Berita Utama

Berita tentang Indonesia

Dari Indonesia ke Palmyra: Apakah embargo berhasil?

Dari Indonesia ke Palmyra: Apakah embargo berhasil?

Status: 05/03/2022 08:22

Indonesia memasok sekitar dua pertiga dari permintaan minyak sawit dunia – dan ekspor sekarang ditangguhkan karena tidak terjangkau oleh banyak orang di negara ini. Membahagiakan masyarakat akan semakin merusak ekonomi dan iklim pertanian.

Lena Bode, ART Studio Singapura

dalam minyak Tahu atau tempe goreng, jenis lain dari kedelai, nasi goreng dengan sayuran, bakso: Masakan Indonesia sangat bergantung pada minyak goreng.
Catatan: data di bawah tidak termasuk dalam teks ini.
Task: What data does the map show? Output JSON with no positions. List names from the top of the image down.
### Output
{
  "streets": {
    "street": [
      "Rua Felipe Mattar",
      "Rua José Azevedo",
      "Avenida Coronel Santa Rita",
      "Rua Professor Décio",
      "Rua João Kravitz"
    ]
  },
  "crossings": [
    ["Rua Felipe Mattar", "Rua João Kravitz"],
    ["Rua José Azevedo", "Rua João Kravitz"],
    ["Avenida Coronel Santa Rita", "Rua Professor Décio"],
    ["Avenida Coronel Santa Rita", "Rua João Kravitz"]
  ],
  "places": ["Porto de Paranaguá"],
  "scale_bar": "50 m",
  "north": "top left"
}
Bahan ini sangat penting, terutama untuk bagian populasi yang lebih miskin: “Saya harap harga minyak tidak terus naik, Pak Djokovic – tolong pertimbangkan orang miskin di sini, yang tidak bisa lagi bertahan jika harga terus naik.” Presiden Joko Widodo kepada kantor berita Reuters.

Dari Lena Bode
ART Studio Singapura

Ekspor minyak sawit Indonesia ke Indonesia sangat sukses – hampir dua pertiga dari kebutuhan minyak sawit dunia dipenuhi oleh Indonesia – menaikkan harga pangan di dalam negeri. Produsen menimbun barang untuk ekspor, dan harga minyak goreng yang tersedia melonjak. Dalam beberapa minggu terakhir, ribuan orang Indonesia turun ke jalan untuk memprotes makanan yang terjangkau.
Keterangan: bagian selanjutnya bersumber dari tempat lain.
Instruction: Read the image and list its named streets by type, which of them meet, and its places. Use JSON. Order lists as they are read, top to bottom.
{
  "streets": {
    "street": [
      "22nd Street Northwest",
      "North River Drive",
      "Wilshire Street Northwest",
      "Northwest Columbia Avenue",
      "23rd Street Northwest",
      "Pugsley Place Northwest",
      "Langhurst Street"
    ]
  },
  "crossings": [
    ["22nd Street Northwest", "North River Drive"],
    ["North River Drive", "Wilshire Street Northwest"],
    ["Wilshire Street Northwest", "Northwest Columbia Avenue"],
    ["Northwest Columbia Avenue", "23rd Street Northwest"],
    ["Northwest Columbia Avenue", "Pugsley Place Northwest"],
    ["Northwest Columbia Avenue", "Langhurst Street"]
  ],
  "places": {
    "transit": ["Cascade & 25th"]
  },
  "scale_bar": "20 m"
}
Dorongan dari operator toko makanan

Dan Presiden Djokovic menanggapi – dengan larangan ekspor. “Saya akan pantau secara ketat dampak dari kebijakan ini agar ketersediaan minyak goreng di dalam negeri cukup,” ujarnya. Embargo hanya akan berlaku selama harga tetap stabil – pemerintah Indonesia mengatakan harga satu liter minyak goreng tidak boleh melebihi 90 euro.

Sebagian besar masyarakat Indonesia mendukung langkah tersebut dan berharap ini akan berdampak cepat: “Saya pikir kebijakannya bagus, bisa menstabilkan harga minyak,” kata penjual tahu goreng.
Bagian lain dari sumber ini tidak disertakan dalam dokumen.